Completing an extended rework process that began in 2010, the German legislator finally passed an amendment of the German Stock Corporation Act (the "AktG") in December 2015. The Amendment contains numerous changes and clarifications of the AktG, the most significant of which are:

  • The issuance of bearer shares is subject to a number of restrictions, as stock corporations will only be able to issue bearer shares if (i) they are publicly traded, or (ii) the right to demand the execution of individual share certificates is excluded and a global share certificate is deposited with a central securities depository;
  • Currently, holders of shares equal to 5% or more of the share capital may call for a general meeting and, if such quorum is met or the total nominal value of the shares held exceed €500,000, may require the corporation to add items to the general meeting's agenda.

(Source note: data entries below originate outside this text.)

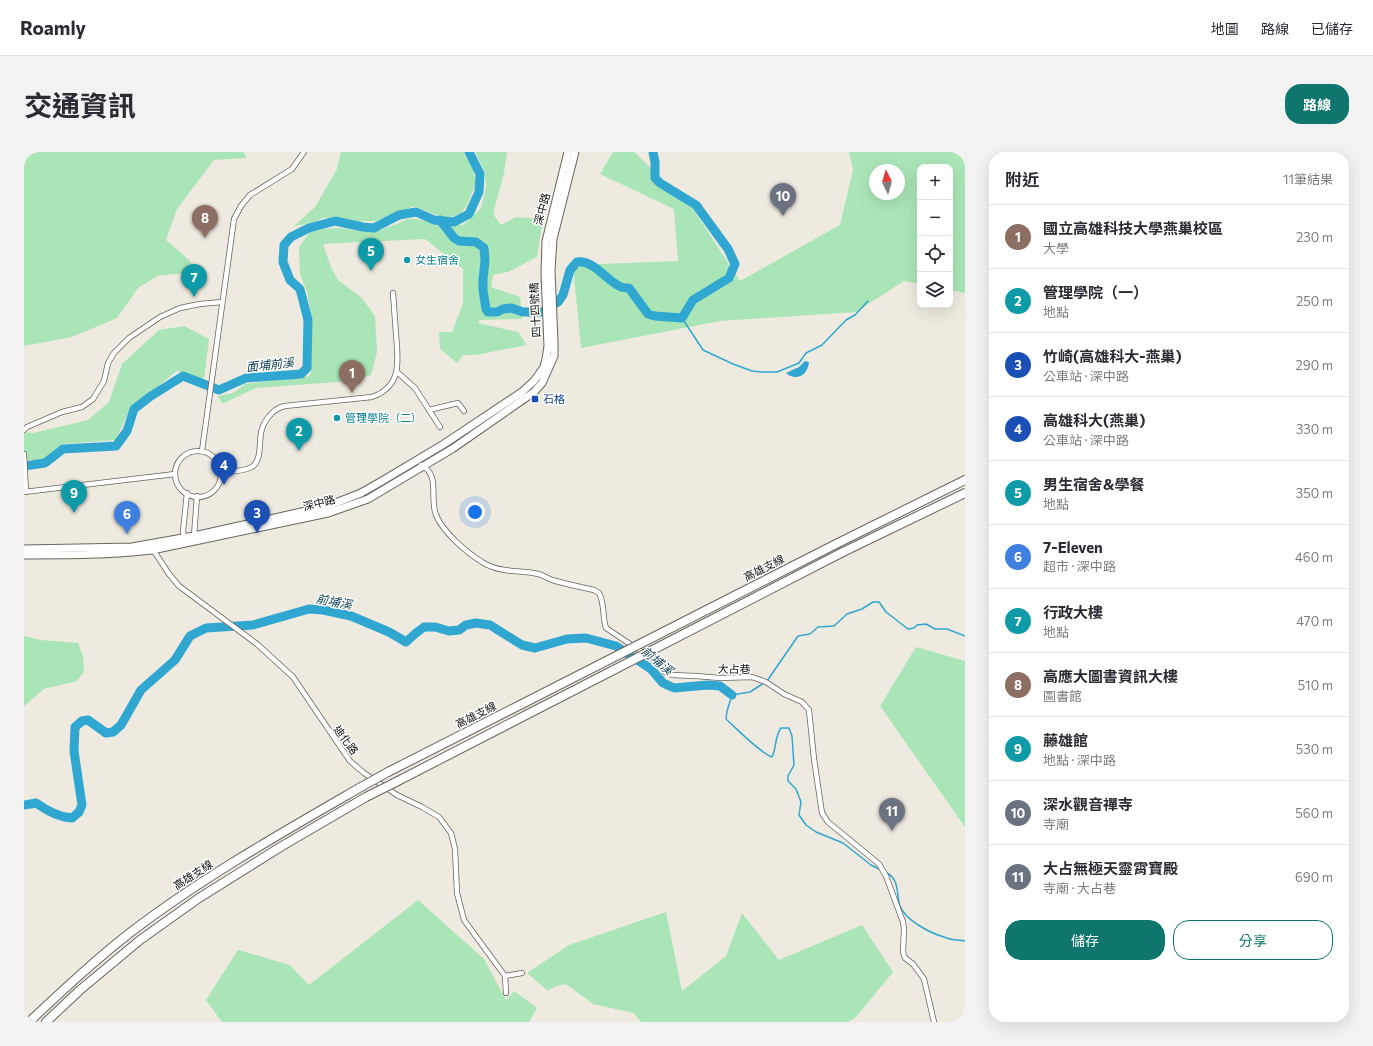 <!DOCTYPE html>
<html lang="zh-TW">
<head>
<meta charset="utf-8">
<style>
	:root { --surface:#fff; --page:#f2f2f3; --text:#2b2b33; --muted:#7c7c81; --line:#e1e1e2; --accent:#0f766e }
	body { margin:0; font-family:Commissioner,"Noto Sans TC",sans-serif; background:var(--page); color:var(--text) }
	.controls { position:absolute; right:12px; top:12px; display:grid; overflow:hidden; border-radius:8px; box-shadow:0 4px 16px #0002 }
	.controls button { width:36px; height:36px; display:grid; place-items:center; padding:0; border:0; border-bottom:1px solid var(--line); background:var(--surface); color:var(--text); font:20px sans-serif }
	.compass { position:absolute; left:845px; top:12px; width:36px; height:36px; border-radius:50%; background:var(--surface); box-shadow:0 4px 16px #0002; rotate:355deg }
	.you { position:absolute; left:451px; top:360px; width:14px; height:14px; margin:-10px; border:3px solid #fff; border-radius:50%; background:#1a73e8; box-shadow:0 0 0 6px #1a73e833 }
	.badge { display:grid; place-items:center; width:26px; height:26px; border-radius:50%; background:var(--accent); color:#fff; font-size:13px; font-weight:700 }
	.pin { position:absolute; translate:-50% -33px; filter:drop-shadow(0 1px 2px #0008) }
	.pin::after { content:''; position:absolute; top:21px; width:14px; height:12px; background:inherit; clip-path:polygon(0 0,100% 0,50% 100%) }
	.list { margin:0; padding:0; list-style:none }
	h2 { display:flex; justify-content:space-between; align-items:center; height:52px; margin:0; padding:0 16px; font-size:17px }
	h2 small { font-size:13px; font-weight:400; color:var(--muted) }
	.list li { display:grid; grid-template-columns:26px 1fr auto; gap:12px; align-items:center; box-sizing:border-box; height:64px; padding:0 16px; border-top:1px solid var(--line) }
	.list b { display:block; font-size:15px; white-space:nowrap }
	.list p { margin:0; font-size:13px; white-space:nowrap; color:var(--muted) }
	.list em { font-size:13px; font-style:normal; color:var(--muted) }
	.actions { display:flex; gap:8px; padding:12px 16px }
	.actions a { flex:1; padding:9px 0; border:1px solid var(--accent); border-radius:16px; text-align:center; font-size:14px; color:var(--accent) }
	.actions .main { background:var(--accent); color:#fff }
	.icon { flex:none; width:22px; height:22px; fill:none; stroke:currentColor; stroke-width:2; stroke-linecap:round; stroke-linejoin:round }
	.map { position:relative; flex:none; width:941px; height:870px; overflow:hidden; border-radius:16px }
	header { display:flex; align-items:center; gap:24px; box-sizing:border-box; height:56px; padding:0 20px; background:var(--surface); border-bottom:1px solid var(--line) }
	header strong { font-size:19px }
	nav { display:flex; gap:22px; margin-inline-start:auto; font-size:14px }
	.intro { display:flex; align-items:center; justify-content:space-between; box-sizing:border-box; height:96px; padding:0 24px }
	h1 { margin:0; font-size:28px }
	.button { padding:10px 18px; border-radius:16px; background:var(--accent); color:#fff; font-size:14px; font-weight:700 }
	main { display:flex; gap:24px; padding:0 24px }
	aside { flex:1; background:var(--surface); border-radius:16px; box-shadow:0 4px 16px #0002 }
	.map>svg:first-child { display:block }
</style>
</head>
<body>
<header>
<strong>Roamly</strong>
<nav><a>地圖</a><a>路線</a><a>已儲存</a></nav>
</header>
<div class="intro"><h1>交通資訊</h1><a class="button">路線</a></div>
<main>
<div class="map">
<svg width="941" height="870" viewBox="0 0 941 870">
	<rect width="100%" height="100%" fill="#efeae0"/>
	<g fill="#aae5b7" fill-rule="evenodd">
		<polygon points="0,0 220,0 222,6 190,8 153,57 142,88 166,109 170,120 133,124 114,136 93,166 48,185 0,194"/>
		<path d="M317,0H440C442,7 445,8 447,13C449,17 451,24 451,28C452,34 448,41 446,46C436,77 411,63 390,54L353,69H329L309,66H299L288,71L270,74L291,55L313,17Z"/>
		<polygon points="451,0 483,0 480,21 469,62 477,73 492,65 519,67 513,105 484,120 469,123 467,135 496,145 498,167 456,168 454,171 494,180 503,193 452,203 439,203 433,211 416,197 415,180 428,180 439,152 439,117 401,87 299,92 307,115 314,128 338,146 351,164 353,200 347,223 327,229 232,236 198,252 194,244 209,241 221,232 285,224 287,220 288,168 283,140 276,122 275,95 286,80 300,77 318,76 336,79 350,80 373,72 383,67 393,67 413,72 439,73 457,56 462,35 461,21"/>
		<path d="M589,0H610L667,54L716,129L816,73L829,18L825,0H941V141L926,138V15H896V132L880,129L832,160L696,169L557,196L549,113L654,109L650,57L576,22ZM851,18H875V42H851Z"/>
		<polygon points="160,174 185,187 180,227 153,219 106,256 92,288 39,292 21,307 0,309 0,280 9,281 64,268 85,250 98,212 135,178"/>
		<polygon points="0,484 17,488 54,491 59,504 60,520 53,529 20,537 0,554"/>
		<polygon points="892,495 941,509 941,675 856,554"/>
		<polygon points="394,748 460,807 482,848 490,839 513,856 505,870 198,870 182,848 214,798 266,813 285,833"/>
		<polygon points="642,760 658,839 702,804 718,761 755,808 838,773 869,820 832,865 824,870 617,870 610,861 569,852 542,832 532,834 524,839 503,821 545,793"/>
	</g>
	<path fill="#30a7d0" d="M781,209L785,210C784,223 772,230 762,221L775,215Z"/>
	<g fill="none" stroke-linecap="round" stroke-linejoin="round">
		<g stroke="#30a7d0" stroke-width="1.5">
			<polyline points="658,166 679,198 709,212 728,219 737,220 753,220 775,211 782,201 798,193 822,168 831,163 844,149"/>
			<polyline points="743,529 774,484 786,482 794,475 810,474 823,462 838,457 849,450 855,450 862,460 884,477 890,476 893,473 902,472 911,477 923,477 941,484"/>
			<path d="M740,531L726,540L708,543L703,559L702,567C712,576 736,601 748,605C753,595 750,586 757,576H765L768,584L770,613L764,624V629L772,637L777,650L775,663L782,673L792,680L819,691L847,713L857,718"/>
			<path d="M863,721C876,728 872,742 876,754C881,768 906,781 920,785C926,788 934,788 941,789"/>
		</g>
		<g stroke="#30a7d0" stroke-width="9">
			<path d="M416,68L430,86L435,89L452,90L460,96L461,109L459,127V138L462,157L464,160H473L479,157L487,156L499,160H518L534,150L539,143L546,118L553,110C570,108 582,128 595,134C598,136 602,136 605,136L624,162L631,164L658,166L669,148L705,126L711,112L704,97L672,53L636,31L631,26V10L629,0"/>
			<polyline points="0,314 21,311 39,297 92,294 103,279 110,257 127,244 159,224 195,238 222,226 277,222 283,216 284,168 276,137 266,128 259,110 260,93 267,85 285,76 311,69 339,75 350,76 375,63 392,60 410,68 430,70 445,62 455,40 456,22 445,0"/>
			<path d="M0,653L12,651C24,659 34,665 48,666L55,660L58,653L50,599L51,575L58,569L64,568L82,581L89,580L97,573L117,538L151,508L166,484L182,476L229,473L285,457L299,458L327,464L365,480L382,490L392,481L400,475H411L425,479L435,478L442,473L452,471L466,473L498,493L511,496L543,487L562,486L592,494L627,517L639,531L650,536L684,533L696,534L708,543"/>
		</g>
		<g stroke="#68645c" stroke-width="6">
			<g id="minor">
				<polyline points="373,220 391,236 416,275"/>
				<polyline points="405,258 434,251 440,259"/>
				<polyline points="0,278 3,275 38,260 58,255 69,247 80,229 84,211 90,201 105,186 136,165 156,156 176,152 198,150"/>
				<polyline points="178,299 210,67 217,54 226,43 268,17 280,0"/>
				<circle cx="174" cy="322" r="23"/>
				<polyline points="0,302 2,340"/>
				<path d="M397,313C417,323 405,346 412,363C419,380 442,400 458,410C464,414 474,417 481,418C492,420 503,419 514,422C519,423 523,426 528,428C542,432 556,435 570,438L575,441C581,452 578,464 582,476L627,506L642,521L648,523L672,524L696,526L728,525L742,530L760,542L778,550L785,558L790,607L798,661L804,670L855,712L862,724L879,770L880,777L879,800L881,806L889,812L900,827L910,870"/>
				<path d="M197,320C207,319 219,320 228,315C239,307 234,288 238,277C240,270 243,266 248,261C252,257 256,255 261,254L348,245C379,234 374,208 372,182C371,168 370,154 369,141"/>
				<polyline points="0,340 151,322"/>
				<polyline points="169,386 170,384 173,344"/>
				<polyline points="160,387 159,379 163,341"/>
				<polyline points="128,396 145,422 155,434 233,492 269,525 326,609 340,621 373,643 398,655 415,665 427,681 431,697 433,741 440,768 481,824"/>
				<polyline points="481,824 498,821"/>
				<polyline points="481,824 482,841"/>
			</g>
		</g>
		<g stroke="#68645c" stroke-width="9">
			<g id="primary">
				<polyline points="0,397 108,395 170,384 304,354 337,341 358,329 420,292 498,240 510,229 520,215 522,207 524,194 521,121 522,89 544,0"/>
				<path d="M0,403C43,403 86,403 128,398L304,361L344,347L428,297L510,240L518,231L530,204V190L527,119L529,87L551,0"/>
			</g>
		</g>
		<g stroke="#68645c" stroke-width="10">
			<g id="motorway">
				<polyline points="816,390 941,328"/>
				<polyline points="819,400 941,341"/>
				<polyline points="364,620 498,552"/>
				<polyline points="370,631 504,562"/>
				<path d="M5,870C38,839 71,808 107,780C179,725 259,680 337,635"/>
				<polyline points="22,870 56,838 116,788 175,746 258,694 342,645"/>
			</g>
		</g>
		<use href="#minor" stroke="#fff" stroke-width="4.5"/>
		<use href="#primary" stroke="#fff" stroke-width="7"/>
		<use href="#motorway" stroke="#fff" stroke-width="8"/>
		<g stroke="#68645c" stroke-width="10" stroke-linecap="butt">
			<g id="motorway-bridge">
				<polyline points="498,552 816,390"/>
				<polyline points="504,562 819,400"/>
				<polyline points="337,635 364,620"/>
				<polyline points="342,645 370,631"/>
			</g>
		</g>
		<use href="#motorway-bridge" stroke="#fff" stroke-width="8"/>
	</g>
	<g fill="#0f9aa8" stroke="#fff" stroke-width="1.5">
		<circle cx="383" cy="108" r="4"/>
		<circle cx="313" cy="266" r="4"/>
	</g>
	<rect fill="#1a4fb4" stroke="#fff" stroke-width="1.5" x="507" y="243" width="8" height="8" rx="2"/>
	<g text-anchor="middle" stroke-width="3" stroke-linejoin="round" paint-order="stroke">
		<g font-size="11" fill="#0f0d0a" stroke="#fff">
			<text transform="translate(518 57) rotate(-75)" y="4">深中路</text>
			<text transform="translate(511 158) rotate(-93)" y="4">四十四號橋</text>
			<text transform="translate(295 351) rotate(-14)" y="4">深中路</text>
			<text transform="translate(740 416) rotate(-27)" y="4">高雄支線</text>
			<text transform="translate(710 517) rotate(1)" y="4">大占巷</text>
			<text transform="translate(452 563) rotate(-27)" y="4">高雄支線</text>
			<text transform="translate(322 588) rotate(54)" y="4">迪化路</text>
			<text transform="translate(169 723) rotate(-33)" y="4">高雄支線</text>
		</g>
		<g font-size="11" fill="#0d838f" stroke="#fff" text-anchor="start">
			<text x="391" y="112">女生宿舍</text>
			<text x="321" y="270">管理學院（二）</text>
		</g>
		<g font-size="11" fill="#164399" stroke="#fff" text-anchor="start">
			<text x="519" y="251">石格</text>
		</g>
		<g font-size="12" font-style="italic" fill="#093c4e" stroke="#fff">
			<text transform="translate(246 213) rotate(-6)" y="4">面埔前溪</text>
			<text transform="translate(310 450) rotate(11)" y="4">前埔溪</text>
			<text transform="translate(633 509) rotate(39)" y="4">前埔溪</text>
		</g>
	</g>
</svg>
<div class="controls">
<button>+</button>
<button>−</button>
<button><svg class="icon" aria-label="locate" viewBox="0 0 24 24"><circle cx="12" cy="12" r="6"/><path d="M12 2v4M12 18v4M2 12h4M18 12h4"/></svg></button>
<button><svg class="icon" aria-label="layers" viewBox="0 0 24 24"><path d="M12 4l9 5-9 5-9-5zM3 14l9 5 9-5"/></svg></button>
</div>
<svg class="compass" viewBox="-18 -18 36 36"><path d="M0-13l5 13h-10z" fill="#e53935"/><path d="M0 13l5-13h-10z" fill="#7c7c81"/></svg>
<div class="you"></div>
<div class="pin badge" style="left:328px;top:241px;background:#8d6e63">1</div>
<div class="pin badge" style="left:275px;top:299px;background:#0f9aa8">2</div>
<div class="pin badge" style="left:233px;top:381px;background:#1a4fb4">3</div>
<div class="pin badge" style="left:200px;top:333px;background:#1a4fb4">4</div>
<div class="pin badge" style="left:347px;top:119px;background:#0f9aa8">5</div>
<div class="pin badge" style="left:103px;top:382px;background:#3f7fe0">6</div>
<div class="pin badge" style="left:170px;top:145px;background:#0f9aa8">7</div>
<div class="pin badge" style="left:181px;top:86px;background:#8d6e63">8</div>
<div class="pin badge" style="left:50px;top:361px;background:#0f9aa8">9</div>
<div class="pin badge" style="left:759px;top:64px;background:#6b7280">10</div>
<div class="pin badge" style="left:868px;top:679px;background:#6b7280">11</div>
</div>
<aside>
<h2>附近<small>11筆結果</small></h2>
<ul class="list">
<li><span class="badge" style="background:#8d6e63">1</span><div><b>國立高雄科技大學燕巢校區</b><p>大學</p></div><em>230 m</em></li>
<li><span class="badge" style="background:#0f9aa8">2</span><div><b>管理學院（一）</b><p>地點</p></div><em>250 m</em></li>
<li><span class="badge" style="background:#1a4fb4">3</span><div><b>竹崎(高雄科大-燕巢)</b><p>公車站 · 深中路</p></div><em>290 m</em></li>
<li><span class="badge" style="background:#1a4fb4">4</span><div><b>高雄科大(燕巢)</b><p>公車站 · 深中路</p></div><em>330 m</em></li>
<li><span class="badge" style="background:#0f9aa8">5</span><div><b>男生宿舍&amp;學餐</b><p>地點</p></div><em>350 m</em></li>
<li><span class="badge" style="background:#3f7fe0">6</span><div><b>7-Eleven</b><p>超市 · 深中路</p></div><em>460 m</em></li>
<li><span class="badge" style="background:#0f9aa8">7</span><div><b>行政大樓</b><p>地點</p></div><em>470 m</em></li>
<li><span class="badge" style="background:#8d6e63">8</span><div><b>高應大圖書資訊大樓</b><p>圖書館</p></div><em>510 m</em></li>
<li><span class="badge" style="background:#0f9aa8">9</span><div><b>藤雄館</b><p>地點 · 深中路</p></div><em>530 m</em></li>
<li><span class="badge" style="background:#6b7280">10</span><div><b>深水觀音禪寺</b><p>寺廟</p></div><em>560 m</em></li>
<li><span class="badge" style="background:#6b7280">11</span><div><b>大占無極天靈霄寶殿</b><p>寺廟 · 大占巷</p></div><em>690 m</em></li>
</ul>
<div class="actions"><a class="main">儲存</a><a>分享</a></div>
</aside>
</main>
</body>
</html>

These shareholder rights require the shares fulfilling the quorum to have been held for a certain period of time in advance of the general meeting. The amendment clarifies this must be at least 90 days prior to the corporation's receipt of the meeting request or request to add agenda items, and the shareholders must continue to hold the shares until management or, if management rejects the request, a court reaches a decision;
  • The amendment also introduces reverse convertible bonds ("umgekehrte Wandelanleihen") into the AktG and enables corporations to use contingent capital ("bedingtes Kapitel") as a source for new shares at the time of conversion. Reverse convertible bonds also entitle the corporation itself to convert bonds into equity at its discretion. Thus, reverse convertible bonds mainly serve as a restructuring tool ("debt-to-equity swap") or, for credit institutions, in order to fulfill bank regulatory requirements. Although reverse convertible bonds have been issued by German corporations in the past (e.g. as "contingent convertible bonds" or "mandatory convertible bonds"), the permission to issue such instruments had not explicitly been implemented into the AktG; and
  • Generally, the total volume of the new shares issued through contingent capital is capped at 50% of existing share capital. The amendment entitles the issuer of convertible bonds to exceed such limit if the sole purpose of the contingent capital increase is to enable the corporation to convert bonds into equity (i) in case of an impending insolvency ("drohende Zahlungsunfähigkeit"), (ii) to avoid an over-indebtedness ("Abwendung einer Überschuldung") or (iii) if the corporation is a credit institution, to fulfill bank regulatory requirements.